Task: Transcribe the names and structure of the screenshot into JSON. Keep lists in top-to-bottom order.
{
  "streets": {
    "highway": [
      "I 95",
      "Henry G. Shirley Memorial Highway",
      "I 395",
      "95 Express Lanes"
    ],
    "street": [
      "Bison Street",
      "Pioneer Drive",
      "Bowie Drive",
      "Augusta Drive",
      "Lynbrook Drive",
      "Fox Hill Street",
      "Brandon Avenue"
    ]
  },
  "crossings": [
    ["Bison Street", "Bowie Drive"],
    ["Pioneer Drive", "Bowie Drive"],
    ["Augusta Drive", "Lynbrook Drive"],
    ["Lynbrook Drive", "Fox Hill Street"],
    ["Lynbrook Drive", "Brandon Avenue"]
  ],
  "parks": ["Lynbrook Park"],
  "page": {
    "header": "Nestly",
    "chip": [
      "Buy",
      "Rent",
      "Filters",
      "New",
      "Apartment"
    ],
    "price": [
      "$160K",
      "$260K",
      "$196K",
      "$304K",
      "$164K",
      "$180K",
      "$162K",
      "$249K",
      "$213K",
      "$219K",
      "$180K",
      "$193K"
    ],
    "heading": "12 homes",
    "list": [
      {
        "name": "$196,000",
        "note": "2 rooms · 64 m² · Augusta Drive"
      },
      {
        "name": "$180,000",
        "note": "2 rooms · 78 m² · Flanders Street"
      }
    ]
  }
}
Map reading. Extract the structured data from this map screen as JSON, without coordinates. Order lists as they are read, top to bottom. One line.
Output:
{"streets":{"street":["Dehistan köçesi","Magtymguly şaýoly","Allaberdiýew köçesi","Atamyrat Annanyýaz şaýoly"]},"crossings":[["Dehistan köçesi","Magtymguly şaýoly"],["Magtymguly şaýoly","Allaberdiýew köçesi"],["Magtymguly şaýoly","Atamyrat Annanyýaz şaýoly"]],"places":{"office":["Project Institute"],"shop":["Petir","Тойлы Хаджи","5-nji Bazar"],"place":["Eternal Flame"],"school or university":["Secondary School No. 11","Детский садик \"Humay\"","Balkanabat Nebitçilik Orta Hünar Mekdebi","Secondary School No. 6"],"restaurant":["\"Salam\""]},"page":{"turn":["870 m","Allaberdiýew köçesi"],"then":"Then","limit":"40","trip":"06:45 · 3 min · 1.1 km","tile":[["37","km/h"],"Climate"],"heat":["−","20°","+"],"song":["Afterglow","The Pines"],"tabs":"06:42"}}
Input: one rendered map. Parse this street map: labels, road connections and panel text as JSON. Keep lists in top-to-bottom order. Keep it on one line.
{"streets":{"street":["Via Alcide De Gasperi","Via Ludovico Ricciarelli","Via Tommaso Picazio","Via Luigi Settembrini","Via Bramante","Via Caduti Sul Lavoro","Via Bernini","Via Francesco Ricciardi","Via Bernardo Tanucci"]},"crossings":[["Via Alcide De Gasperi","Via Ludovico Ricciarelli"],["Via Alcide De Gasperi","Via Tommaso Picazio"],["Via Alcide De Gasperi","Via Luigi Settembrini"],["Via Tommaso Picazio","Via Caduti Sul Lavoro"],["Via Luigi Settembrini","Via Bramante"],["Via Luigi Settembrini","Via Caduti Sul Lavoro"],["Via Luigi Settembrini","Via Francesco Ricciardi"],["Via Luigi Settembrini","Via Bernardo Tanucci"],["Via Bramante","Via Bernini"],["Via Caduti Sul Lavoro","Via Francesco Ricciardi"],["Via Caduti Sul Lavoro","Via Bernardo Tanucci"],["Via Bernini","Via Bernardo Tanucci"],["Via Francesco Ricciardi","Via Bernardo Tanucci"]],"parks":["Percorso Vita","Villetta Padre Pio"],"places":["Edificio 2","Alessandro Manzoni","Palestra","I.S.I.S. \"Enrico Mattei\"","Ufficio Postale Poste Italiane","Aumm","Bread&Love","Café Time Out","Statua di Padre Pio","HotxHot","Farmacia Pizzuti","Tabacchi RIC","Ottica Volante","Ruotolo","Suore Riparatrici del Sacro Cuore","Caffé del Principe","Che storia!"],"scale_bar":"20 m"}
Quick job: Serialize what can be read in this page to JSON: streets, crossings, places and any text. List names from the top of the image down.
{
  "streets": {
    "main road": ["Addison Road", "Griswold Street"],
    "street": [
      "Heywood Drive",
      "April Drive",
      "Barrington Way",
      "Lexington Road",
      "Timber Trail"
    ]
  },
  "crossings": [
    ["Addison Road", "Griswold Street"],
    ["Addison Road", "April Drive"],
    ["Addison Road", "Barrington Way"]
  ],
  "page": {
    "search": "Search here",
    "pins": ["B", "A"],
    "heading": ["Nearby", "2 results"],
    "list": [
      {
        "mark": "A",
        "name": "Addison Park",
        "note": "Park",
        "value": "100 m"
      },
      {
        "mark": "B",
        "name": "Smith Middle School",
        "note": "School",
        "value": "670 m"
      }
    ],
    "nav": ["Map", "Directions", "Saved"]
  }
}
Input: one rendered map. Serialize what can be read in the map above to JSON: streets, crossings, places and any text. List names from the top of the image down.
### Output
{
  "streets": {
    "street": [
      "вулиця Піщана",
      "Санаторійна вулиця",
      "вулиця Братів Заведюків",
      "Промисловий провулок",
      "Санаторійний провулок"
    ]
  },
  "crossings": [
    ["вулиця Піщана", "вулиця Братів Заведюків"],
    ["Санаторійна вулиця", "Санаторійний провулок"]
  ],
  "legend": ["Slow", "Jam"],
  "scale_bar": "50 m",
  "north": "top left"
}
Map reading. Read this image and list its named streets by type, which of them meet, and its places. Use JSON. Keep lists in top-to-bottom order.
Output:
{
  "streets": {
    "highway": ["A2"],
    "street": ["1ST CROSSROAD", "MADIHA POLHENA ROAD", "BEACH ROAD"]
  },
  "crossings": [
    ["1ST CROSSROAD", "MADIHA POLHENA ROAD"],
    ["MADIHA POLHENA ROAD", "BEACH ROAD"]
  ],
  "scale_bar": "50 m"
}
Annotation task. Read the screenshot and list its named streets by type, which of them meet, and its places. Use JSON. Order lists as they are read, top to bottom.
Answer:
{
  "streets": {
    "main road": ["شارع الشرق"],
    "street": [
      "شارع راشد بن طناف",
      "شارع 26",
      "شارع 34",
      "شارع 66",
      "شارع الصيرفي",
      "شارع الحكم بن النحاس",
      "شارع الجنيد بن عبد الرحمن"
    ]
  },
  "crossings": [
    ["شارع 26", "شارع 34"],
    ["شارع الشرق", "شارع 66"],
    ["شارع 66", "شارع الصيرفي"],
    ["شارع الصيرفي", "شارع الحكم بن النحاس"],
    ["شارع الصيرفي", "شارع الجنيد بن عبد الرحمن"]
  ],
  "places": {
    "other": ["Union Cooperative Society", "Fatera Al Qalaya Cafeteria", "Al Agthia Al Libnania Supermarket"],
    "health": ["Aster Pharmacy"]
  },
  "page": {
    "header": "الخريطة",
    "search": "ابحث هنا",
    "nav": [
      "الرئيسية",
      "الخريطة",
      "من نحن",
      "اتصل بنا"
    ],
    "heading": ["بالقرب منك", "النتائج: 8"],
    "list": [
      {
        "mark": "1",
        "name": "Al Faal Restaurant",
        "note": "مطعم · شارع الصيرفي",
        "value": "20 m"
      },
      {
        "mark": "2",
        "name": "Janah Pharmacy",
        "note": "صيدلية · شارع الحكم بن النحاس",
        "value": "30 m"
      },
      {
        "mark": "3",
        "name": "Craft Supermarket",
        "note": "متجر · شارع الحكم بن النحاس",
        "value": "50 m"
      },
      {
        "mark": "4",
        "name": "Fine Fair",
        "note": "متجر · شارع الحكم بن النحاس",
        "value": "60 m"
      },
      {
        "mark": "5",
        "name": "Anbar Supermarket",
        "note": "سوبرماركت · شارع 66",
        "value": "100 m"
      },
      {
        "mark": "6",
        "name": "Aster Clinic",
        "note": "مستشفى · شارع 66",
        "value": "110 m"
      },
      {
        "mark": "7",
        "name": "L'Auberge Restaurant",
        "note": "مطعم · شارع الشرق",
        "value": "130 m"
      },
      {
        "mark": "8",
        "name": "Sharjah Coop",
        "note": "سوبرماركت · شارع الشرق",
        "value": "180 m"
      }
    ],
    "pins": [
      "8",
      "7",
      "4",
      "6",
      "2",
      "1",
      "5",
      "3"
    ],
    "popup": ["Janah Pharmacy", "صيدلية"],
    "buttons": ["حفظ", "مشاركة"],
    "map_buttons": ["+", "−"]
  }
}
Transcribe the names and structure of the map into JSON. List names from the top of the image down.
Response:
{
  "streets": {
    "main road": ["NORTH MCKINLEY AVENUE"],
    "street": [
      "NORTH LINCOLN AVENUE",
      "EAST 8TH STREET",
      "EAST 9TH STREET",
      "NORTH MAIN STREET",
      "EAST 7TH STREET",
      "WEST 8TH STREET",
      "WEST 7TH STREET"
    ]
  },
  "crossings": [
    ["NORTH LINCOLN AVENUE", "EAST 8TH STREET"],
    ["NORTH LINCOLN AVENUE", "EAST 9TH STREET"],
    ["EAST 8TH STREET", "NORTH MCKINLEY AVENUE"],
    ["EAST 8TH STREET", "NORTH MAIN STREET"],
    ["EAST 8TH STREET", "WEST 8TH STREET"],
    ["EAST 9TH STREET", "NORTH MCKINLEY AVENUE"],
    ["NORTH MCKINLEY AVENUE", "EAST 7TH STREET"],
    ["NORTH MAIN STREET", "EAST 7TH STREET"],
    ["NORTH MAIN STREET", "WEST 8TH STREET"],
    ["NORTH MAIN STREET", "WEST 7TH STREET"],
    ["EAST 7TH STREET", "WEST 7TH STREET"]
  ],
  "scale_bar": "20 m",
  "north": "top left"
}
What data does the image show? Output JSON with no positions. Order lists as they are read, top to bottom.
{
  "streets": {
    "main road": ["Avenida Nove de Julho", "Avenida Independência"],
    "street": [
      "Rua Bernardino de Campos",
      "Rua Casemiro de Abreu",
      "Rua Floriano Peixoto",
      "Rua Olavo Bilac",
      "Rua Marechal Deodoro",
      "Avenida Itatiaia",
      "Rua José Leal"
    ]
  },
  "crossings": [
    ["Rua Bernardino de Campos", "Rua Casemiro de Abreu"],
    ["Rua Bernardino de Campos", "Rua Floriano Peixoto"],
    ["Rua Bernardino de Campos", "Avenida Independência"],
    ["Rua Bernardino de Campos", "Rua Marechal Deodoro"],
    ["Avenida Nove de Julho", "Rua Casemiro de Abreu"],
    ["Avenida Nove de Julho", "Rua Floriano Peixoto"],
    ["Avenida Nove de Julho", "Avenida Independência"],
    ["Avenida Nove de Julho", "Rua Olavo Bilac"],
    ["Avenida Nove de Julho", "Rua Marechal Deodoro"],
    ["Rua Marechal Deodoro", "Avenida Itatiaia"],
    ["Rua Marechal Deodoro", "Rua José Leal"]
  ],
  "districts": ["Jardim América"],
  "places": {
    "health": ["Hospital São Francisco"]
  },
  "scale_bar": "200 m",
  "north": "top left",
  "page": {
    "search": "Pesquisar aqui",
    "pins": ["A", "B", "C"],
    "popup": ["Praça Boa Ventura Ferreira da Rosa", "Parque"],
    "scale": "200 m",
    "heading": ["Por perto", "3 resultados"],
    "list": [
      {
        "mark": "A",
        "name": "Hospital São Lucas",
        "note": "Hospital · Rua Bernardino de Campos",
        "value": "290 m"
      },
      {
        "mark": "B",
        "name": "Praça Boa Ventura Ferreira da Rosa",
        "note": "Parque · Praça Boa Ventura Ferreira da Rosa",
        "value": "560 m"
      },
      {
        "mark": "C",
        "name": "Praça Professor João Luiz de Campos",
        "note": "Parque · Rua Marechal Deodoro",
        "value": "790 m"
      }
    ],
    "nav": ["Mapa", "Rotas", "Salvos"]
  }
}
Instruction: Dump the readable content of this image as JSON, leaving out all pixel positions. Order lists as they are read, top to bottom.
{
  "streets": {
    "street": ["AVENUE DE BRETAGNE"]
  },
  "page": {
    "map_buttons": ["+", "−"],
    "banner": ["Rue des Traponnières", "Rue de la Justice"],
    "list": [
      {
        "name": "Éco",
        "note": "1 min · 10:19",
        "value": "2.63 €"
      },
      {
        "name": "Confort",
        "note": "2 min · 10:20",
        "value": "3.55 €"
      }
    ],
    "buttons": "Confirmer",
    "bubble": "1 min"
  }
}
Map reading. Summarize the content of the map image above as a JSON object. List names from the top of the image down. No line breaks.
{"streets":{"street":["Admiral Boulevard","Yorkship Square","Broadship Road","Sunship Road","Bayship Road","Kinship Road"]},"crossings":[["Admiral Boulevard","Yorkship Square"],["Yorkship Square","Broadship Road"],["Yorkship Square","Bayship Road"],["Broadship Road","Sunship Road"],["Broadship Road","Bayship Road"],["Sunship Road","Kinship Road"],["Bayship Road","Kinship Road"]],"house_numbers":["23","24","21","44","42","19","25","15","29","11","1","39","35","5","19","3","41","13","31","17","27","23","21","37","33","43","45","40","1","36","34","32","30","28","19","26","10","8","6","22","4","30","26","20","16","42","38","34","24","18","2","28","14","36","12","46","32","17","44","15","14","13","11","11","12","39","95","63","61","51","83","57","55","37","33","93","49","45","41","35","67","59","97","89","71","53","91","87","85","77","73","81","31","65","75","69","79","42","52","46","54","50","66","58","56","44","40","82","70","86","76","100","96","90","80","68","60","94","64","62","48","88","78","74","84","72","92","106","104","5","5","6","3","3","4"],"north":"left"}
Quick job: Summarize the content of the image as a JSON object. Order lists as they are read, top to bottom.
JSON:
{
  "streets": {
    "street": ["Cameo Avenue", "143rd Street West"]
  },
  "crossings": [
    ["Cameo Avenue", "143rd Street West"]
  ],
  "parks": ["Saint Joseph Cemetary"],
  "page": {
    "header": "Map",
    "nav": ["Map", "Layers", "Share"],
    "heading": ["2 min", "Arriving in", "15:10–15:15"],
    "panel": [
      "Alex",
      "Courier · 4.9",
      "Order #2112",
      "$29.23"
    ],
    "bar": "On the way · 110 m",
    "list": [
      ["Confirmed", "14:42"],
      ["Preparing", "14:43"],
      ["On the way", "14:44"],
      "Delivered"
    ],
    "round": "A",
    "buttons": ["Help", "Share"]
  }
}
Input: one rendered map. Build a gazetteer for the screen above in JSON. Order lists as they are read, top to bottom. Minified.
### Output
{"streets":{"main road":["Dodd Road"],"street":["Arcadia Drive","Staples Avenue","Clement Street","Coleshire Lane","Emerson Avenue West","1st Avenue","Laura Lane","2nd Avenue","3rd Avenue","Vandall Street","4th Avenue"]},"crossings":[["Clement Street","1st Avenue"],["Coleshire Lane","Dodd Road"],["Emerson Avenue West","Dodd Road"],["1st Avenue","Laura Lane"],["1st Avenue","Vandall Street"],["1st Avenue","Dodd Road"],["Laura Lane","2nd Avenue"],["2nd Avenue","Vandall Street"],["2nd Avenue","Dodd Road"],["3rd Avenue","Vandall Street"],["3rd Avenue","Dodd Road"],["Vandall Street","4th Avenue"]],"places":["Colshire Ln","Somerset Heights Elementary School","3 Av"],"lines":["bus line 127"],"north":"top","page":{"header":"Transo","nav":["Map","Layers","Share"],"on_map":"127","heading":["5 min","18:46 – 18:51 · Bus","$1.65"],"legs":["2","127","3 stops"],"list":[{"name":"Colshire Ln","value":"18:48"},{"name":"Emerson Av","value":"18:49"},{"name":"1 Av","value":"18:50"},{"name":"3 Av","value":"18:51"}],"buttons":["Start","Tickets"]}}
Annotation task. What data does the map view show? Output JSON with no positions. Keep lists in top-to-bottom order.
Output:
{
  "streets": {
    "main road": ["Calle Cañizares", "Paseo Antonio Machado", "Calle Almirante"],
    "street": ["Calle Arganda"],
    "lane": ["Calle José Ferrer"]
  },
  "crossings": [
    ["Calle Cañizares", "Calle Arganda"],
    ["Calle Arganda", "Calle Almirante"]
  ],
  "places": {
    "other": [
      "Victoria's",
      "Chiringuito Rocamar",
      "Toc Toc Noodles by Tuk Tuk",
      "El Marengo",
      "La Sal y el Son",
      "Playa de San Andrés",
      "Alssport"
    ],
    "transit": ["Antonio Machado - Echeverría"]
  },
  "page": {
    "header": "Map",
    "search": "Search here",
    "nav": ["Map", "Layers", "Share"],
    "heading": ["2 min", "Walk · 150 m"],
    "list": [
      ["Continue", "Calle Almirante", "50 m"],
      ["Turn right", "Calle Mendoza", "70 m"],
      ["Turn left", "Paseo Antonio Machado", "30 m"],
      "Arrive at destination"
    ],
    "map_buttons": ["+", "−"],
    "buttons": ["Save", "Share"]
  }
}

**Exercise directions**
Please copy every line in the entries where "object" appears.

**Exercise response**
Map reading. Summarize the content of the map image above as a JSON object. List names from the top of the image down. No line breaks.
Quick job: Summarize the content of the image as a JSON object. Order lists as they are read, top to bottom.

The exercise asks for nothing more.